Apart from the pictures, every part of the records below gets retyped exactly.

* RECORDS FOR THIS EXERCISE *
- - -

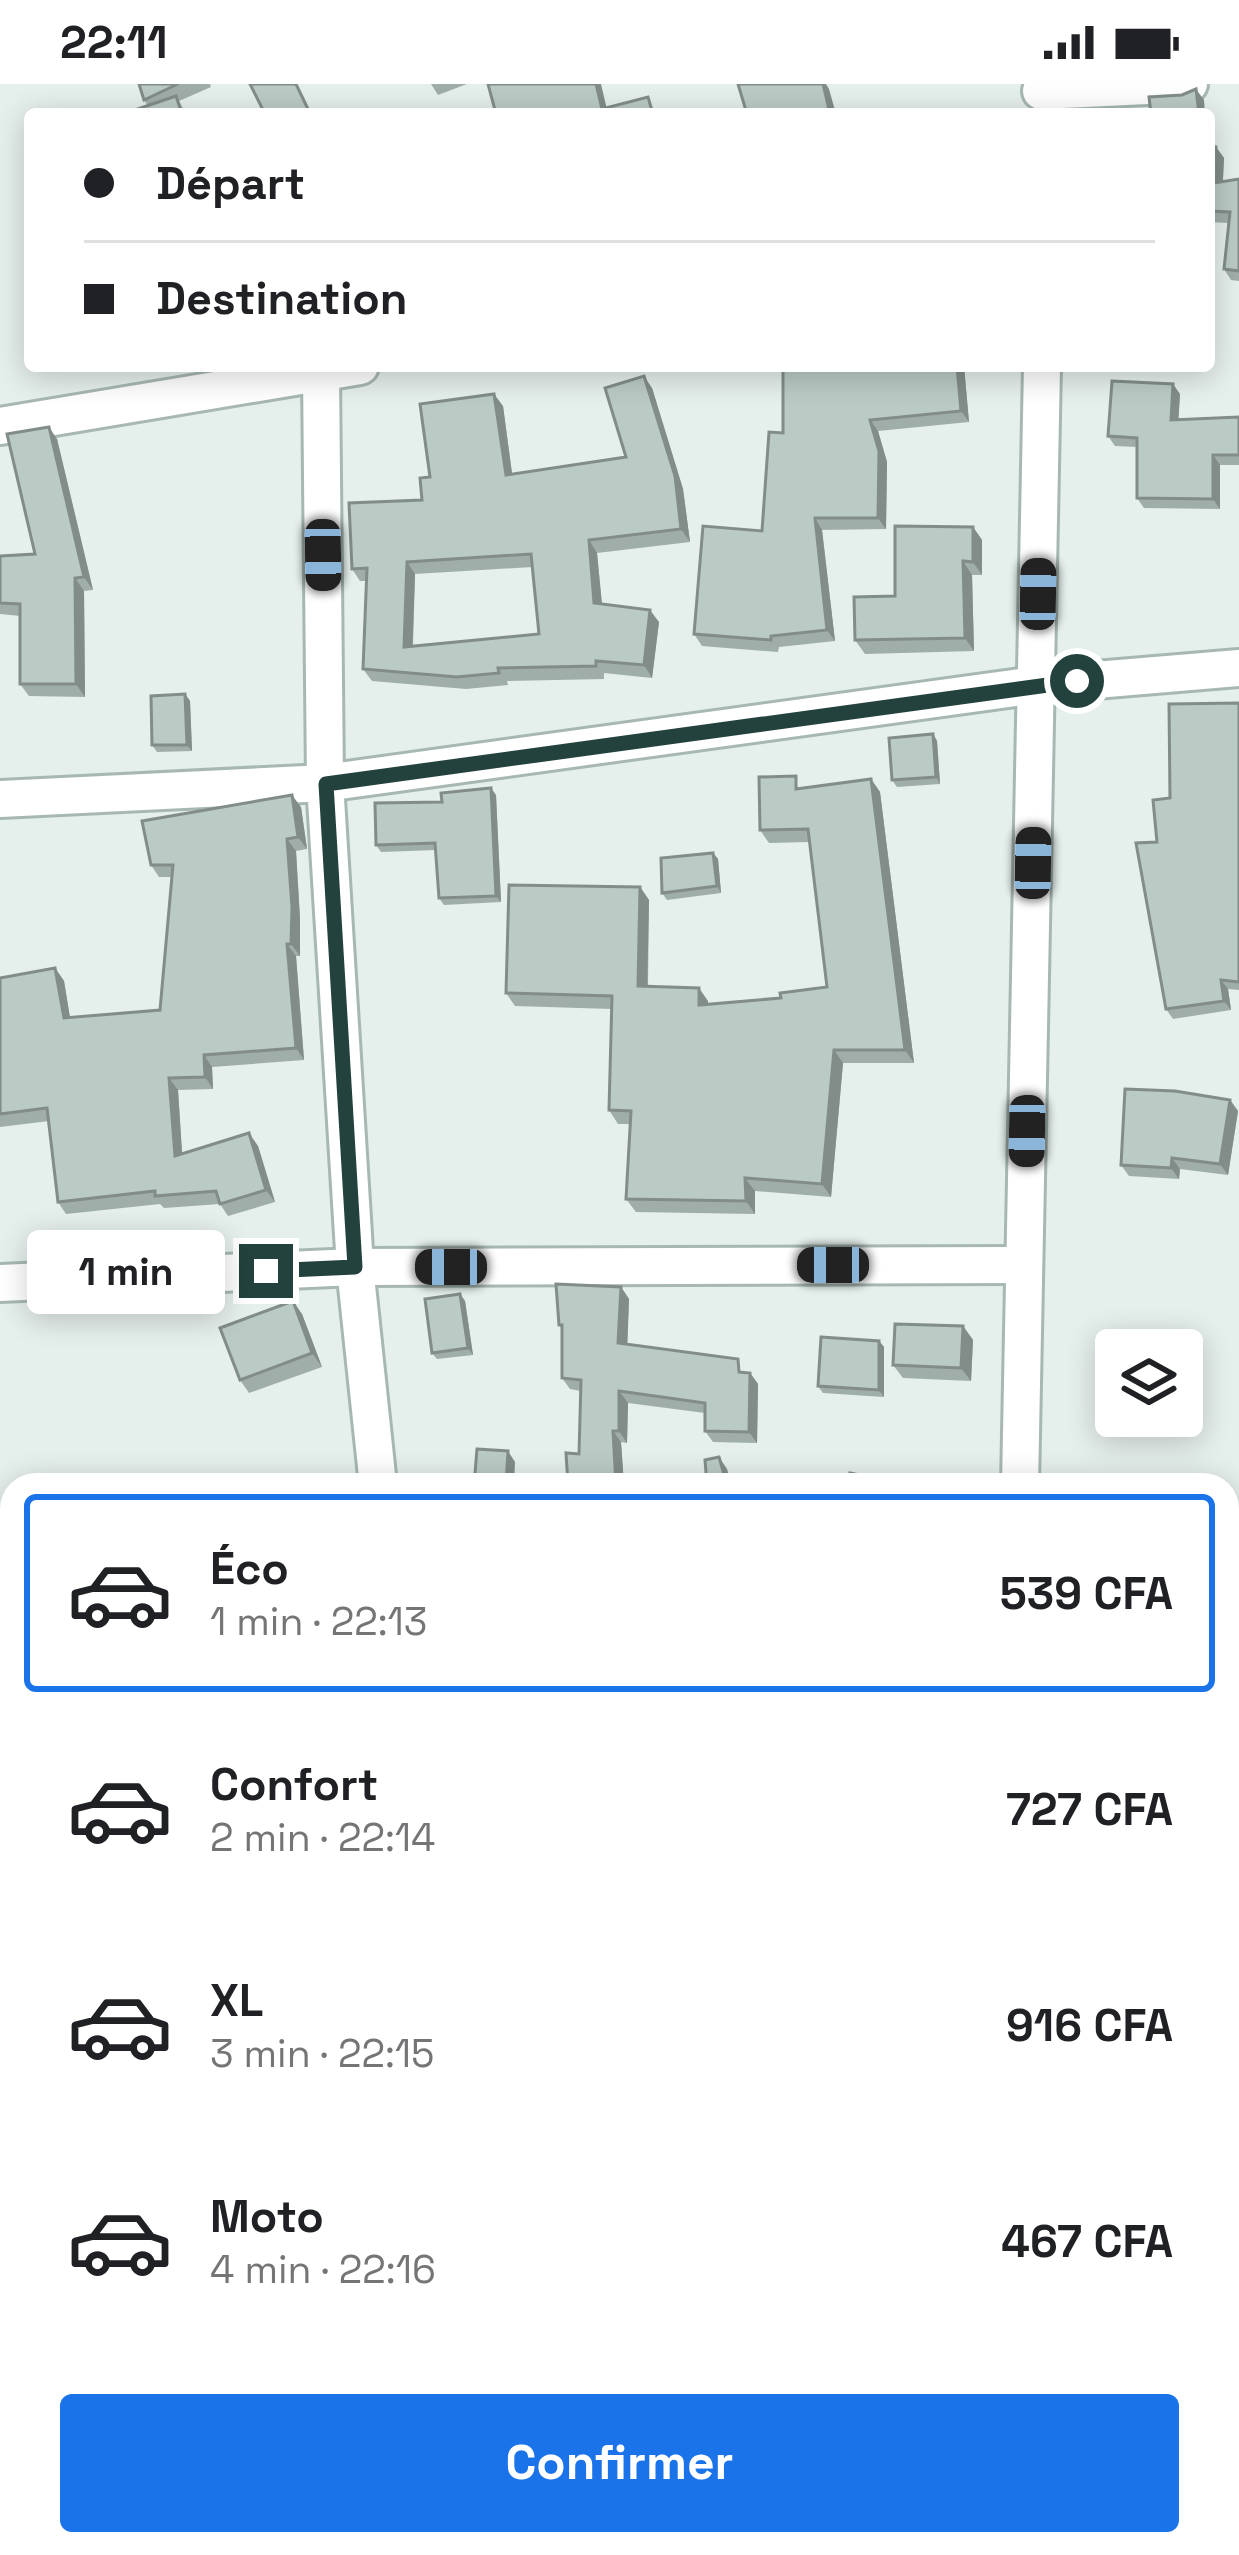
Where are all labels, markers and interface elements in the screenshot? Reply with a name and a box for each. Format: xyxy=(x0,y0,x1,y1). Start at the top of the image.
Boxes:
text: 22:11 xyxy=(60,14,168,71)
text: Départ xyxy=(156,155,305,212)
text: Destination xyxy=(156,270,407,327)
car xyxy=(304,519,342,591)
car xyxy=(1019,558,1057,630)
route start xyxy=(1050,654,1104,708)
car xyxy=(1014,827,1052,899)
car xyxy=(1008,1095,1046,1167)
callout: 1 min xyxy=(26,1229,224,1313)
route end xyxy=(239,1244,293,1298)
text: 1 min xyxy=(78,1247,174,1296)
car xyxy=(797,1247,869,1283)
car xyxy=(415,1249,487,1285)
map controls xyxy=(1095,1329,1203,1437)
button: layers xyxy=(1095,1329,1203,1437)
icon: car xyxy=(66,1539,174,1647)
text: Éco xyxy=(210,1540,289,1597)
text: 539 CFA xyxy=(1000,1565,1173,1622)
text: 1 min · 22:13 xyxy=(210,1597,427,1646)
icon: car xyxy=(66,1755,174,1863)
text: Confort xyxy=(210,1756,378,1813)
text: 727 CFA xyxy=(1006,1781,1173,1838)
text: 2 min · 22:14 xyxy=(210,1813,435,1862)
icon: car xyxy=(66,1971,174,2079)
text: XL xyxy=(210,1972,263,2029)
text: 916 CFA xyxy=(1006,1997,1173,2054)
text: 3 min · 22:15 xyxy=(210,2029,434,2078)
icon: car xyxy=(66,2187,174,2295)
text: Moto xyxy=(210,2188,324,2245)
text: 467 CFA xyxy=(1001,2213,1173,2270)
text: 4 min · 22:16 xyxy=(210,2245,436,2294)
button: Confirmer xyxy=(60,2394,1179,2532)

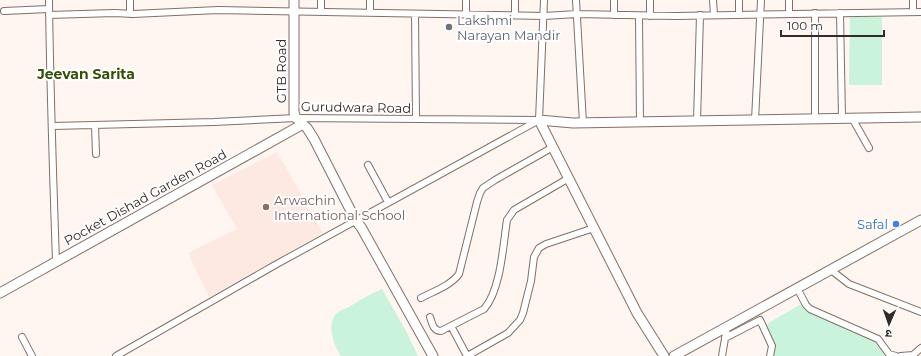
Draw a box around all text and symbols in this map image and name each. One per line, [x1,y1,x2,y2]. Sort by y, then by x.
place label: Lakshmi Narayan Mandir [457,12,560,43]
scale bar [781,12,884,38]
text: 100 m [787,18,823,33]
marker: Lakshmi Narayan Mandir [444,22,454,32]
street label: GTB Road [273,39,289,103]
district label: Jeevan Sarita [36,65,135,83]
street label: Gurudwara Road [301,98,411,116]
street label: Pocket Dishad Garden Road [61,146,229,248]
place label: Arwachin International School [274,192,405,223]
marker: Arwachin International School [261,202,271,212]
place label: Safal [857,216,888,232]
marker: Safal [891,219,901,229]
north arrow [869,304,909,344]
text: उ [885,327,892,341]

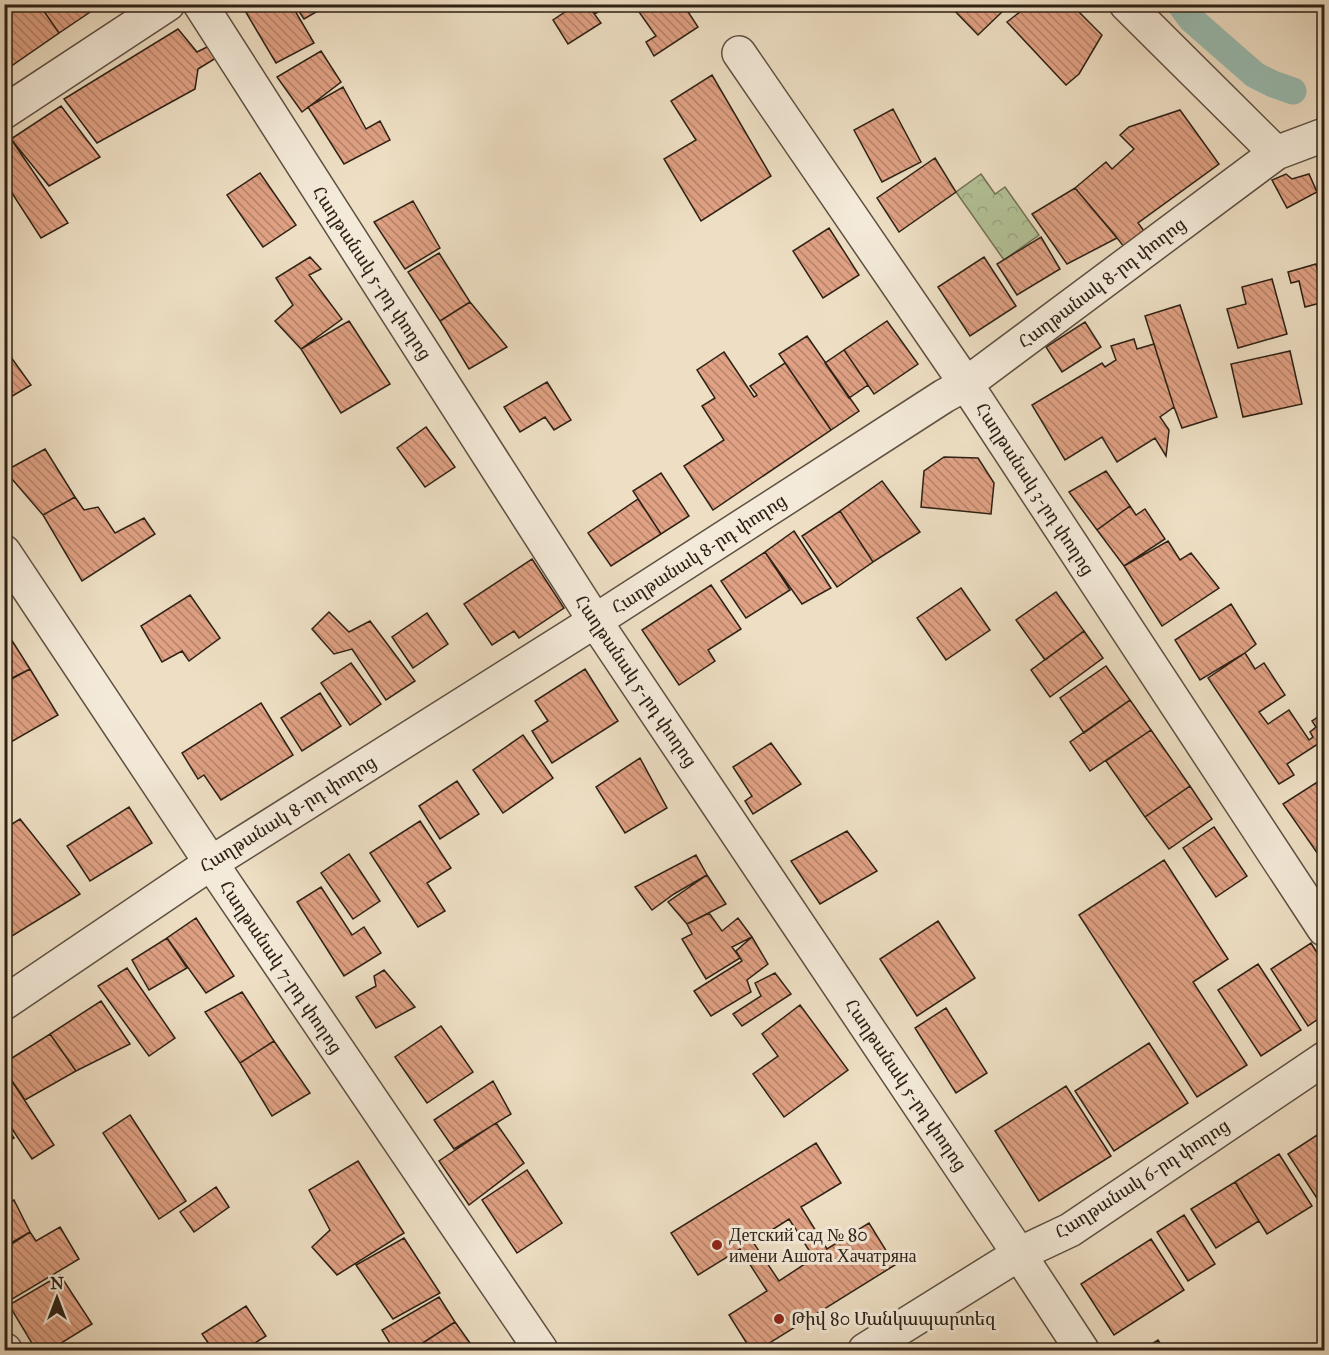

- - -

* TASK ANSWER *
Where are all labels, markers and interface elements in the screenshot? Reply with a name and a box for each. Format: xyxy=(x0,y0,x1,y1). Start at the top of the image.
Boxes:
text: 22:11 xyxy=(60,14,168,71)
text: Départ xyxy=(156,155,305,212)
text: Destination xyxy=(156,270,407,327)
car xyxy=(304,519,342,591)
car xyxy=(1019,558,1057,630)
route start xyxy=(1050,654,1104,708)
car xyxy=(1014,827,1052,899)
car xyxy=(1008,1095,1046,1167)
callout: 1 min xyxy=(26,1229,224,1313)
route end xyxy=(239,1244,293,1298)
text: 1 min xyxy=(78,1247,174,1296)
car xyxy=(797,1247,869,1283)
car xyxy=(415,1249,487,1285)
map controls xyxy=(1095,1329,1203,1437)
button: layers xyxy=(1095,1329,1203,1437)
icon: car xyxy=(66,1539,174,1647)
text: Éco xyxy=(210,1540,289,1597)
text: 539 CFA xyxy=(1000,1565,1173,1622)
text: 1 min · 22:13 xyxy=(210,1597,427,1646)
icon: car xyxy=(66,1755,174,1863)
text: Confort xyxy=(210,1756,378,1813)
text: 727 CFA xyxy=(1006,1781,1173,1838)
text: 2 min · 22:14 xyxy=(210,1813,435,1862)
icon: car xyxy=(66,1971,174,2079)
text: XL xyxy=(210,1972,263,2029)
text: 916 CFA xyxy=(1006,1997,1173,2054)
text: 3 min · 22:15 xyxy=(210,2029,434,2078)
icon: car xyxy=(66,2187,174,2295)
text: Moto xyxy=(210,2188,324,2245)
text: 467 CFA xyxy=(1001,2213,1173,2270)
text: 4 min · 22:16 xyxy=(210,2245,436,2294)
button: Confirmer xyxy=(60,2394,1179,2532)

Draw a box around all text and symbols in this map image and name each. One per line, [x1,y1,x2,y2]. Sort by y, then by x.
place label: Lakshmi Narayan Mandir [457,12,560,43]
scale bar [781,12,884,38]
text: 100 m [787,18,823,33]
marker: Lakshmi Narayan Mandir [444,22,454,32]
street label: GTB Road [273,39,289,103]
district label: Jeevan Sarita [36,65,135,83]
street label: Gurudwara Road [301,98,411,116]
street label: Pocket Dishad Garden Road [61,146,229,248]
place label: Arwachin International School [274,192,405,223]
marker: Arwachin International School [261,202,271,212]
place label: Safal [857,216,888,232]
marker: Safal [891,219,901,229]
north arrow [869,304,909,344]
text: उ [885,327,892,341]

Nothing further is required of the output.